▶ [EXERCISE PROMPT]
Scan the listing below. Copy each line that contains "solid".

++++ MATERIALS PROVIDED

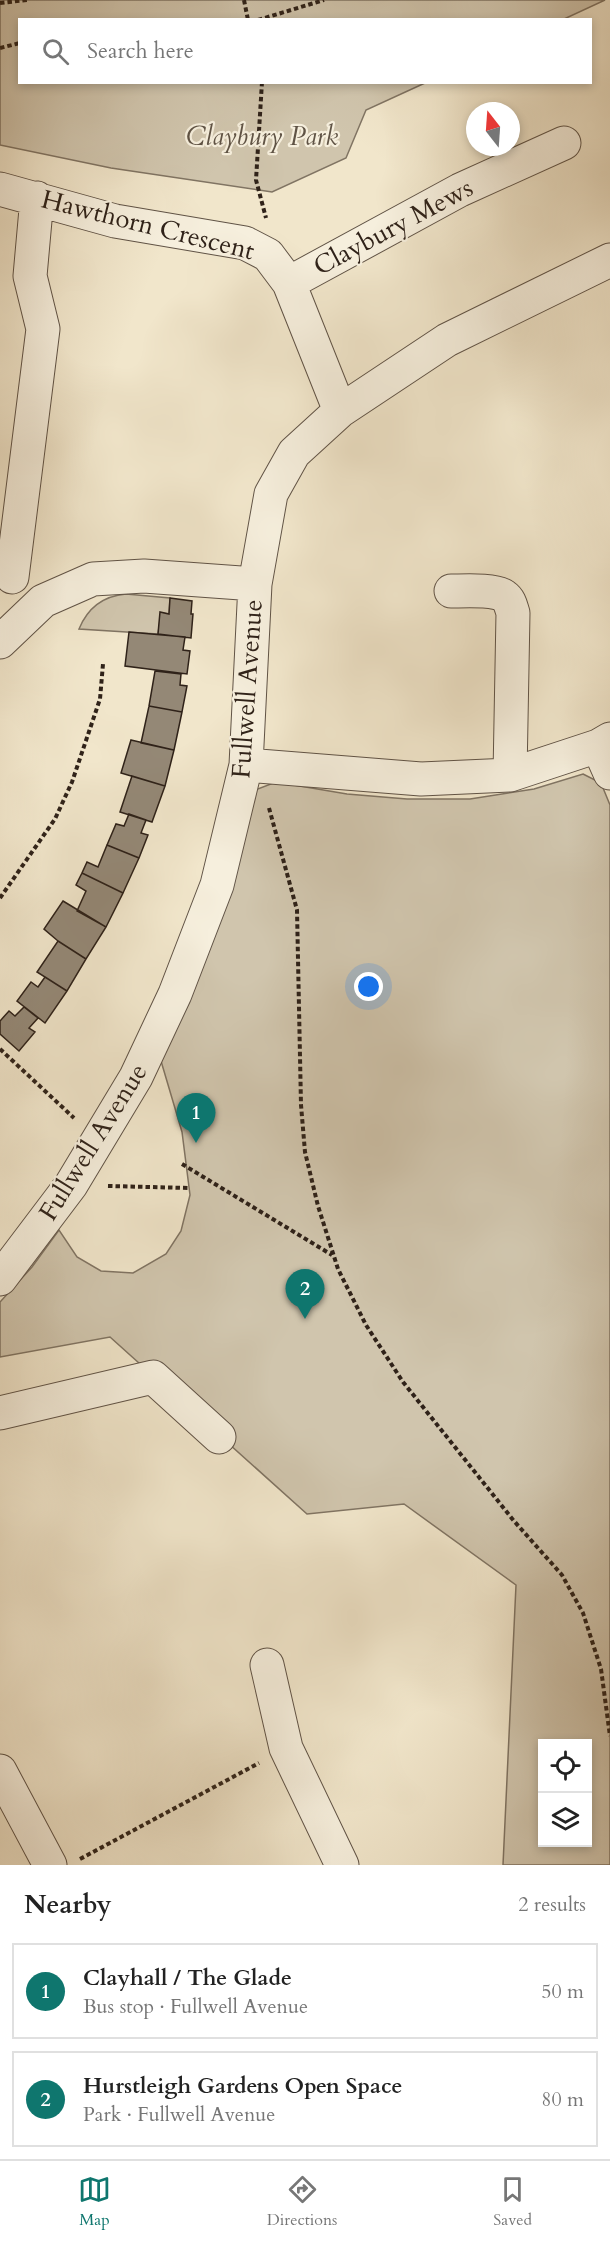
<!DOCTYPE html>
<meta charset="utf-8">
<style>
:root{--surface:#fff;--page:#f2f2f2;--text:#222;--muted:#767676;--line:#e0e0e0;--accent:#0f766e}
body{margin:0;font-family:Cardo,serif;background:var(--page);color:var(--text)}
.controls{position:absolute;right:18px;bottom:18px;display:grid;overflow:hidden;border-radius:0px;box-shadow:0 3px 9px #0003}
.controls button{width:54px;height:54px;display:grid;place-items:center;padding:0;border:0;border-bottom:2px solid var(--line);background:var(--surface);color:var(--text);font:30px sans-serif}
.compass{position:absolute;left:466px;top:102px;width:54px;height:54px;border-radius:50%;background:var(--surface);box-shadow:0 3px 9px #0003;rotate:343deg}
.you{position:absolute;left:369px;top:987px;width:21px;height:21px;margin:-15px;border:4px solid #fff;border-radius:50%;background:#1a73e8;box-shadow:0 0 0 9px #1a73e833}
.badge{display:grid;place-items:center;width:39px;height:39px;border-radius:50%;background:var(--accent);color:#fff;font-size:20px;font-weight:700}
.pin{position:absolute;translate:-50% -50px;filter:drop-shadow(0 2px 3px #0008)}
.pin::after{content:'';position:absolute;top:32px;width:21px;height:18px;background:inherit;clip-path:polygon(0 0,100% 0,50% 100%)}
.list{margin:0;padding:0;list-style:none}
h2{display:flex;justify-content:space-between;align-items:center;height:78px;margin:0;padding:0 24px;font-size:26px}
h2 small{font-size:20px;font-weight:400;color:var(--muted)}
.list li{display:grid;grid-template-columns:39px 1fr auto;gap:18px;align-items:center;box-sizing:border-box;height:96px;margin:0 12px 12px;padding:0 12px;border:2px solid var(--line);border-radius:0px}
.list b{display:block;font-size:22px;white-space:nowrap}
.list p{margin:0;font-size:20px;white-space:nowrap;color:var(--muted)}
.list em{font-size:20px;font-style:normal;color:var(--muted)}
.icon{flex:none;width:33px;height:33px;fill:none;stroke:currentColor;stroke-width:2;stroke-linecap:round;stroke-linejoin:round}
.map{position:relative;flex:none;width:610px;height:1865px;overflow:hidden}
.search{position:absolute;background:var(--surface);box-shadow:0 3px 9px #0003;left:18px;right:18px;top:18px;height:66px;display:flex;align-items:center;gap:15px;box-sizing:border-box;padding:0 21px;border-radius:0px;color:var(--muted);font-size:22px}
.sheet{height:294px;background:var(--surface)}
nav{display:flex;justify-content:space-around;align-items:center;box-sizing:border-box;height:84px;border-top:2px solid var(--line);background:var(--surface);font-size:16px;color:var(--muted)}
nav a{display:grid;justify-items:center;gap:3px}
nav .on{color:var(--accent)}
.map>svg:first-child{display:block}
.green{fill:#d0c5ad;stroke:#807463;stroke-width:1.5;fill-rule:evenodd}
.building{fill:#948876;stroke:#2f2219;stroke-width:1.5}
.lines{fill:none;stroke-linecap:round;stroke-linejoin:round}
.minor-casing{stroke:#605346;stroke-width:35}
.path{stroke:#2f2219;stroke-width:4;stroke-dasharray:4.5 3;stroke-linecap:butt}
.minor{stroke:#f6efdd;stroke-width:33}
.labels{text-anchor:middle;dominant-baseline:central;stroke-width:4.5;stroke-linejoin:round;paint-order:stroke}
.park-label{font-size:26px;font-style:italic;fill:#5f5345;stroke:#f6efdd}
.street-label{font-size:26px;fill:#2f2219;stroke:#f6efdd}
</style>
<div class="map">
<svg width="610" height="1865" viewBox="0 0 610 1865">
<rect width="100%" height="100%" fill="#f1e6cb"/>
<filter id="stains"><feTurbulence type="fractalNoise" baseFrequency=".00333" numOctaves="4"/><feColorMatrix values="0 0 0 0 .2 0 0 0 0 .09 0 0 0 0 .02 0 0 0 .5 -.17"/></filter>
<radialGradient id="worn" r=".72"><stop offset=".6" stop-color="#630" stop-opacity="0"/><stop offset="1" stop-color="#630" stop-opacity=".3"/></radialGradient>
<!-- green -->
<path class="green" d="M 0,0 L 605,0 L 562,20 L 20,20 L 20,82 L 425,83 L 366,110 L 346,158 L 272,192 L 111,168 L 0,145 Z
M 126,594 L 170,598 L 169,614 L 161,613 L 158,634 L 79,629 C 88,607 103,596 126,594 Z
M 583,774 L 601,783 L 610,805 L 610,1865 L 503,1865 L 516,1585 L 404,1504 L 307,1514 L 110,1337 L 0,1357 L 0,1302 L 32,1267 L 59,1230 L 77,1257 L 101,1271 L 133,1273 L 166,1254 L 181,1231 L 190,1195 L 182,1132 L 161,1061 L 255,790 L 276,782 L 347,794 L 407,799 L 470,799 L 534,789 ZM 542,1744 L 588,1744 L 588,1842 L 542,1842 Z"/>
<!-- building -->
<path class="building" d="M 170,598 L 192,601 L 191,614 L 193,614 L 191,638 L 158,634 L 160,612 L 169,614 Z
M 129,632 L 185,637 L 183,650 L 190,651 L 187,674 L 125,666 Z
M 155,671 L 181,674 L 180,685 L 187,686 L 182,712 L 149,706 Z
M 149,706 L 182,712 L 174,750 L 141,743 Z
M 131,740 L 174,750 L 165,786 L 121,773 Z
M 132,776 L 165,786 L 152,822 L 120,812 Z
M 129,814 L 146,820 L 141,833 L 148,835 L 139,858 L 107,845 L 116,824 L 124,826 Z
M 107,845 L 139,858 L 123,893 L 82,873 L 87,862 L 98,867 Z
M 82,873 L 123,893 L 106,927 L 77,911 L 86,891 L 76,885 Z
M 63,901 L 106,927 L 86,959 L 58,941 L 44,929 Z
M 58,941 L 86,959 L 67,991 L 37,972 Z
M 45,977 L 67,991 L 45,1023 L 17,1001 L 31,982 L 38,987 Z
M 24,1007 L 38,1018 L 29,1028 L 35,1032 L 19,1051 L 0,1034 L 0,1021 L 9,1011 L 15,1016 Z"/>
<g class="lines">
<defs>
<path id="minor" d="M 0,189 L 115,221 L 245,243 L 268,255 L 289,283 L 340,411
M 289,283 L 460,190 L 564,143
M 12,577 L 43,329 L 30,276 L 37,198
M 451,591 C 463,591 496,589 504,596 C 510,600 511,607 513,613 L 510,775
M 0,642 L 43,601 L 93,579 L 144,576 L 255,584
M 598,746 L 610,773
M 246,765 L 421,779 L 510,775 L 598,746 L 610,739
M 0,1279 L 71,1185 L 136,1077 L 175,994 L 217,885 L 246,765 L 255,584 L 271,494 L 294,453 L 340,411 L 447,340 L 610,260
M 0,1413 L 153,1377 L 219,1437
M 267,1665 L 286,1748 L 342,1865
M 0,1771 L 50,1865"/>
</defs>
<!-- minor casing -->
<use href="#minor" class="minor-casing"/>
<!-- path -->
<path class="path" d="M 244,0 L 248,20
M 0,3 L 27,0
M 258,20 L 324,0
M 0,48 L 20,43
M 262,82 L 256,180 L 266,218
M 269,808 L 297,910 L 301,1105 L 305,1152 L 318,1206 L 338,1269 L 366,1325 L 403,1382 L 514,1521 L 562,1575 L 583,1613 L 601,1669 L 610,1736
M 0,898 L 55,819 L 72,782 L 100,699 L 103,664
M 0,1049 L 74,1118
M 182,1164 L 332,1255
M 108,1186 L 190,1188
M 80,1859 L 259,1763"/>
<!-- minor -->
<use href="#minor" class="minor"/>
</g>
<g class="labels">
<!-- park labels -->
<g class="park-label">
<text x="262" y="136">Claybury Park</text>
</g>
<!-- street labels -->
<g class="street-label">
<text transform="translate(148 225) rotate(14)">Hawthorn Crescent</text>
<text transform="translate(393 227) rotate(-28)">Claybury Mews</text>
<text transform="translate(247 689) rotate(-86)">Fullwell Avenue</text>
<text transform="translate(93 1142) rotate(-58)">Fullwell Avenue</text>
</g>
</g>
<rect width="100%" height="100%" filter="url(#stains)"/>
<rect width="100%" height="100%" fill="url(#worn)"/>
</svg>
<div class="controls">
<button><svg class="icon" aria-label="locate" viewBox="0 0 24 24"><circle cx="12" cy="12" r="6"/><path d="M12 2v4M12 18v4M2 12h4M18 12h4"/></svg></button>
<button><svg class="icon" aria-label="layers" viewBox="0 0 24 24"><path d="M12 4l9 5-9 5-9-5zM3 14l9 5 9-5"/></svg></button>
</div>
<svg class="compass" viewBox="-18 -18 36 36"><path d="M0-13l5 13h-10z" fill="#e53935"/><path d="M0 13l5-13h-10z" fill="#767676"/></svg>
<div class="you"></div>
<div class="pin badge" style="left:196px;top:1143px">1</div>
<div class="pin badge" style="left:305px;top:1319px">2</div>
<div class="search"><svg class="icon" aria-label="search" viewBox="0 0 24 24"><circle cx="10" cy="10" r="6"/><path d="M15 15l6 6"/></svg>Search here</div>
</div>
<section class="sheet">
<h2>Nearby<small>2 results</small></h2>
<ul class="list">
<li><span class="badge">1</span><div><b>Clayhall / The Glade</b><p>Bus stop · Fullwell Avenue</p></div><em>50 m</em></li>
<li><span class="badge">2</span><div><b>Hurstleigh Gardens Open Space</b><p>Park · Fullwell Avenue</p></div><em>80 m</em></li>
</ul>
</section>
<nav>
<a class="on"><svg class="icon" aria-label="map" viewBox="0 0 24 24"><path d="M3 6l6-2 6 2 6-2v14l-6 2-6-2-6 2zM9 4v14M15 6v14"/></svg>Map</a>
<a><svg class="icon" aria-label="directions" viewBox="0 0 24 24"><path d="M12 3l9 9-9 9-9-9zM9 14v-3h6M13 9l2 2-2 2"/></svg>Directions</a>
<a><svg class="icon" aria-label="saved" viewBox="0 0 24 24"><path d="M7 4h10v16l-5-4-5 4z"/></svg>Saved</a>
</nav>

++++++++
++++ MATERIALS PROVIDED

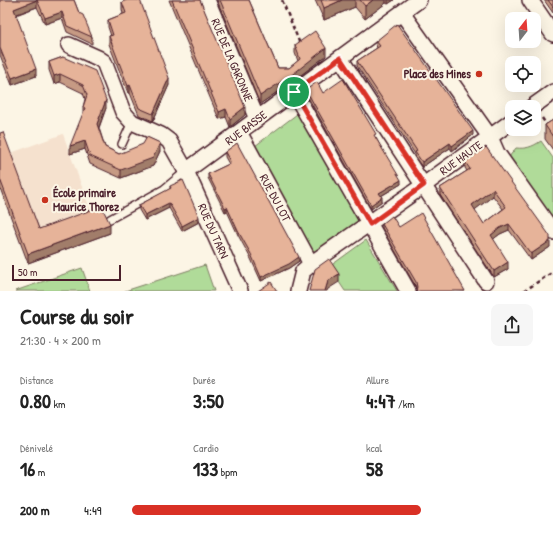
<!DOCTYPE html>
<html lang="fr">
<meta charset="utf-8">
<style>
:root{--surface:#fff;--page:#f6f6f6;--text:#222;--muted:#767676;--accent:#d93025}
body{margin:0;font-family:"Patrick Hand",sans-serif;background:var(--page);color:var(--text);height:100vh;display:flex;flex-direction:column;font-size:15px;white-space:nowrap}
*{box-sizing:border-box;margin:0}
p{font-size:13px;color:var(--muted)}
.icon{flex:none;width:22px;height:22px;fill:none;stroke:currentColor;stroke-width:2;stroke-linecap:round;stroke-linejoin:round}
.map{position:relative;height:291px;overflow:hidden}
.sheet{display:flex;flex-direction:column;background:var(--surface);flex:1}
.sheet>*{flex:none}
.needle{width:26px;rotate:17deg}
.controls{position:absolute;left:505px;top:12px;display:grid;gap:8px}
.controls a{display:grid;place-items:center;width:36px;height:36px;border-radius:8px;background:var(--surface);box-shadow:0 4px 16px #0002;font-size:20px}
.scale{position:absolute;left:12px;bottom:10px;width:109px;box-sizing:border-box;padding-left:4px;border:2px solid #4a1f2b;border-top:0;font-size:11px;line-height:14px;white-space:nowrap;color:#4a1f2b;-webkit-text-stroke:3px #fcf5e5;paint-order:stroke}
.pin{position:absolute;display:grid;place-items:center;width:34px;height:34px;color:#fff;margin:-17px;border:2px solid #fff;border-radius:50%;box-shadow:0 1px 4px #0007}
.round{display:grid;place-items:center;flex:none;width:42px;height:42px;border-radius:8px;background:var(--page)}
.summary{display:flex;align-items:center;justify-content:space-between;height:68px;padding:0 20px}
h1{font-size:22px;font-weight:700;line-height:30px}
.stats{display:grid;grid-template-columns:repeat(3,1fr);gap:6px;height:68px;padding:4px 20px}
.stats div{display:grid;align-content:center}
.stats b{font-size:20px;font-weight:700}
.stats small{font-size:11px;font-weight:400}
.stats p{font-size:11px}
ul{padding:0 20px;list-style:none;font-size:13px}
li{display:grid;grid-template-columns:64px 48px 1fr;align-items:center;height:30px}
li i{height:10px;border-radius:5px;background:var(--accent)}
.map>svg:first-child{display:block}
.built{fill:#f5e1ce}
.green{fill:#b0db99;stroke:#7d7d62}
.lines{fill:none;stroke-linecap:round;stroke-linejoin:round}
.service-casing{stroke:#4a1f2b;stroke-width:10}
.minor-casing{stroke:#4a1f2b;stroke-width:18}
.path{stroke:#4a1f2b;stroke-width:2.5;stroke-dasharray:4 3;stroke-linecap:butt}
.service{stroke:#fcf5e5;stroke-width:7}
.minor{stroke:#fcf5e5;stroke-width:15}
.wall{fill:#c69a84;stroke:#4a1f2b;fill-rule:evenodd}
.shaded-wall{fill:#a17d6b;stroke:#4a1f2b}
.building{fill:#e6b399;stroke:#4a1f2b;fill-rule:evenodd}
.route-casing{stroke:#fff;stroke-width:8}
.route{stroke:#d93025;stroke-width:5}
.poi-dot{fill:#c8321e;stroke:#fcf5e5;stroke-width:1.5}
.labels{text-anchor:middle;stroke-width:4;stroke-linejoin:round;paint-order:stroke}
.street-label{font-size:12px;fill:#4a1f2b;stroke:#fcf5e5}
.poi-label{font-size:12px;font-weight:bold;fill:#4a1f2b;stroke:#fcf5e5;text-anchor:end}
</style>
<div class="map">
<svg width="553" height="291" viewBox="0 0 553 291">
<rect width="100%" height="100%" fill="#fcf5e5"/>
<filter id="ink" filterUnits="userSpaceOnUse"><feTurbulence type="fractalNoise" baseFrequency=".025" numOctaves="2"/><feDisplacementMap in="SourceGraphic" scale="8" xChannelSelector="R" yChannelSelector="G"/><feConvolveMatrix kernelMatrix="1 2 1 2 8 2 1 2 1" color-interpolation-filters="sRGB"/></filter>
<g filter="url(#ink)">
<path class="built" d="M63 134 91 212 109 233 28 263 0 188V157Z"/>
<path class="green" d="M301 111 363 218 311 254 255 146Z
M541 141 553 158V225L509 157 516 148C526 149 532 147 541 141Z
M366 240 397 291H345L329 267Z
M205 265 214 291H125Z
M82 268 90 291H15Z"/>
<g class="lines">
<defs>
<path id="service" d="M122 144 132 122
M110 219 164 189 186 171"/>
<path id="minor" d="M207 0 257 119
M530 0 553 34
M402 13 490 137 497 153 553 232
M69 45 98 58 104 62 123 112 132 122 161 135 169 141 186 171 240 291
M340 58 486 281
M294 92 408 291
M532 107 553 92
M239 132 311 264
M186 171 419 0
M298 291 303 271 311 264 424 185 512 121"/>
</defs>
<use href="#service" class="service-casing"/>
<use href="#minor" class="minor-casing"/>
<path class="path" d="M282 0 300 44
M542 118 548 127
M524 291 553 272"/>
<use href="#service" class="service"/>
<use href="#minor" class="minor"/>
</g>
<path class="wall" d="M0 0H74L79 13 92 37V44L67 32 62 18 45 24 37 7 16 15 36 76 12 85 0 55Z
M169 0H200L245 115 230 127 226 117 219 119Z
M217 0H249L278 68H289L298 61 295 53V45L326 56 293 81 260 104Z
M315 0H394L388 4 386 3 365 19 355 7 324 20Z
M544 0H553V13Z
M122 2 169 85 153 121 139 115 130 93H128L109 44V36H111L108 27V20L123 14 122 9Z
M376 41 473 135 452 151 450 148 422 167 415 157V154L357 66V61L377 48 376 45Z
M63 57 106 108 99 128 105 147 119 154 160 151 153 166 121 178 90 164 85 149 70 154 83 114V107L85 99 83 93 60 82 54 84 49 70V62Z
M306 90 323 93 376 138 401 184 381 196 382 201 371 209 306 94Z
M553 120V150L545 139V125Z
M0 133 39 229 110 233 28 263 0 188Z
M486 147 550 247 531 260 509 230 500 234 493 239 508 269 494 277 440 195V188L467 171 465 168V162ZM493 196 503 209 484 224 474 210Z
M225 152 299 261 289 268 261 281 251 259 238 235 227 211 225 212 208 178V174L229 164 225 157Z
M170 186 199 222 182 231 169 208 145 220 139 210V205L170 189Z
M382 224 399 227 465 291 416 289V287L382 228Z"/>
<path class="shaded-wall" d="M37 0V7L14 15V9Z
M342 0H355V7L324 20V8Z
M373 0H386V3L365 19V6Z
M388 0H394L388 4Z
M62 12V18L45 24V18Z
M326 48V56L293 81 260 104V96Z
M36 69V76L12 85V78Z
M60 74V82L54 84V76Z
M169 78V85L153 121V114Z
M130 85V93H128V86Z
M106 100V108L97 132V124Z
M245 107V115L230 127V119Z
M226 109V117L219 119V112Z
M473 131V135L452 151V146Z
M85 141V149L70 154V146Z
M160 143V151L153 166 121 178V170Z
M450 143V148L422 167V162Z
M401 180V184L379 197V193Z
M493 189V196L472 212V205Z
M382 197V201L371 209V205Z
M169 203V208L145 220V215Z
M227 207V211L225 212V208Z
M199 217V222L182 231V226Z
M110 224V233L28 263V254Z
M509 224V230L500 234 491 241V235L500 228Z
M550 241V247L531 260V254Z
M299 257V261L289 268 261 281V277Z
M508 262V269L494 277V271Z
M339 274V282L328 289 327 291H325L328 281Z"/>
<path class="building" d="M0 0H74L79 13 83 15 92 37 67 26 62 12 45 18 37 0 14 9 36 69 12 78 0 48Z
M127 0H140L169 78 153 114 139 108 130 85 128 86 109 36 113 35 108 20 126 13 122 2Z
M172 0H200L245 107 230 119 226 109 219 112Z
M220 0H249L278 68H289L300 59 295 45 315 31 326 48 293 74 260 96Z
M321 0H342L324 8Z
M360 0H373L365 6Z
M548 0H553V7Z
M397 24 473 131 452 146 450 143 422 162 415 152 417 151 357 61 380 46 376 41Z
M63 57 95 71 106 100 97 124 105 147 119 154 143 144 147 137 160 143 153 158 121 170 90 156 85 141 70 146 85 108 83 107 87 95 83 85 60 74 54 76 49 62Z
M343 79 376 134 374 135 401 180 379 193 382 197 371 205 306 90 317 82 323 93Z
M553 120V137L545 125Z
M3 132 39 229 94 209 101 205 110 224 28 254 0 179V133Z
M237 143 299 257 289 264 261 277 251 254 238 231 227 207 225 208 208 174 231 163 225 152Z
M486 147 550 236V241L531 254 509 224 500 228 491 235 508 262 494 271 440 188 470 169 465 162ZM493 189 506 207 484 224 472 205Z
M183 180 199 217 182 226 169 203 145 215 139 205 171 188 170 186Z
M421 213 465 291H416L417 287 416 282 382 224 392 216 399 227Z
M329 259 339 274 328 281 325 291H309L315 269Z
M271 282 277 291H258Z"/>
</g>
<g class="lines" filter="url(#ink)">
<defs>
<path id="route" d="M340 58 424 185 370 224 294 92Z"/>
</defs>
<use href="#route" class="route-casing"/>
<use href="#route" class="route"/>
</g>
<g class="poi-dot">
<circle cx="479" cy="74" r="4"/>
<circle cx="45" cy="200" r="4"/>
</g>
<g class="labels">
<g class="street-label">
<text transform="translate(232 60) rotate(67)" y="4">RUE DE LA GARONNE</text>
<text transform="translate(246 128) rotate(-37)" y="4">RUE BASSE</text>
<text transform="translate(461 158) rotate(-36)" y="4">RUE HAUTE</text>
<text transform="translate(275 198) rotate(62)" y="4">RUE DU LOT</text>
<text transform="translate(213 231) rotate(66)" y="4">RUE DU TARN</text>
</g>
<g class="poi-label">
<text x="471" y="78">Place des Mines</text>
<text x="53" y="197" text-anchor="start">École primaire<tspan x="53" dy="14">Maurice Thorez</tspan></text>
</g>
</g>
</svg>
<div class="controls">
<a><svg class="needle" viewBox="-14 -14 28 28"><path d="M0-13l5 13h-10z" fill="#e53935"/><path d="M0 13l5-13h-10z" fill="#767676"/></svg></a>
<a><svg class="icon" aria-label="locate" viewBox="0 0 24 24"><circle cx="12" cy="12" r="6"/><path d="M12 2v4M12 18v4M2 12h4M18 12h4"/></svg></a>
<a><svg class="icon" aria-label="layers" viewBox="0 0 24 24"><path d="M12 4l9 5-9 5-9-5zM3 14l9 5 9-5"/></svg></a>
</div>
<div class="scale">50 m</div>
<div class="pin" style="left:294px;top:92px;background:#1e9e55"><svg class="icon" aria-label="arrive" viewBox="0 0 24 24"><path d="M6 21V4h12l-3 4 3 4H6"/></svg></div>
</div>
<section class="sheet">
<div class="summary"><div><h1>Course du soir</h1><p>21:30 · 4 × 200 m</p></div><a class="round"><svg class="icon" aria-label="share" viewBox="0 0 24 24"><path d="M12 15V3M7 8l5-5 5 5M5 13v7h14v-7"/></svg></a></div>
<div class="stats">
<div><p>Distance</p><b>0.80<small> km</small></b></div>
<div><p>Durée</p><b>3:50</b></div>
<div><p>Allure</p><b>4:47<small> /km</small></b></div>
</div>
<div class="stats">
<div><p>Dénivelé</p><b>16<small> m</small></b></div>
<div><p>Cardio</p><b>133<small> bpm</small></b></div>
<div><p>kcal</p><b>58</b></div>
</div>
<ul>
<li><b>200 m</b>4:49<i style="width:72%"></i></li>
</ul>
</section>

++++++++

▶ [WRITTEN RESPONSE]
.controls button{width:54px;height:54px;display:grid;place-items:center;padding:0;border:0;border-bottom:2px solid var(--line);background:var(--surface);color:var(--text);font:30px sans-serif}
.you{position:absolute;left:369px;top:987px;width:21px;height:21px;margin:-15px;border:4px solid #fff;border-radius:50%;background:#1a73e8;box-shadow:0 0 0 9px #1a73e833}
.list li{display:grid;grid-template-columns:39px 1fr auto;gap:18px;align-items:center;box-sizing:border-box;height:96px;margin:0 12px 12px;padding:0 12px;border:2px solid var(--line);border-radius:0px}
nav{display:flex;justify-content:space-around;align-items:center;box-sizing:border-box;height:84px;border-top:2px solid var(--line);background:var(--surface);font-size:16px;color:var(--muted)}
.scale{position:absolute;left:12px;bottom:10px;width:109px;box-sizing:border-box;padding-left:4px;border:2px solid #4a1f2b;border-top:0;font-size:11px;line-height:14px;white-space:nowrap;color:#4a1f2b;-webkit-text-stroke:3px #fcf5e5;paint-order:stroke}
.pin{position:absolute;display:grid;place-items:center;width:34px;height:34px;color:#fff;margin:-17px;border:2px solid #fff;border-radius:50%;box-shadow:0 1px 4px #0007}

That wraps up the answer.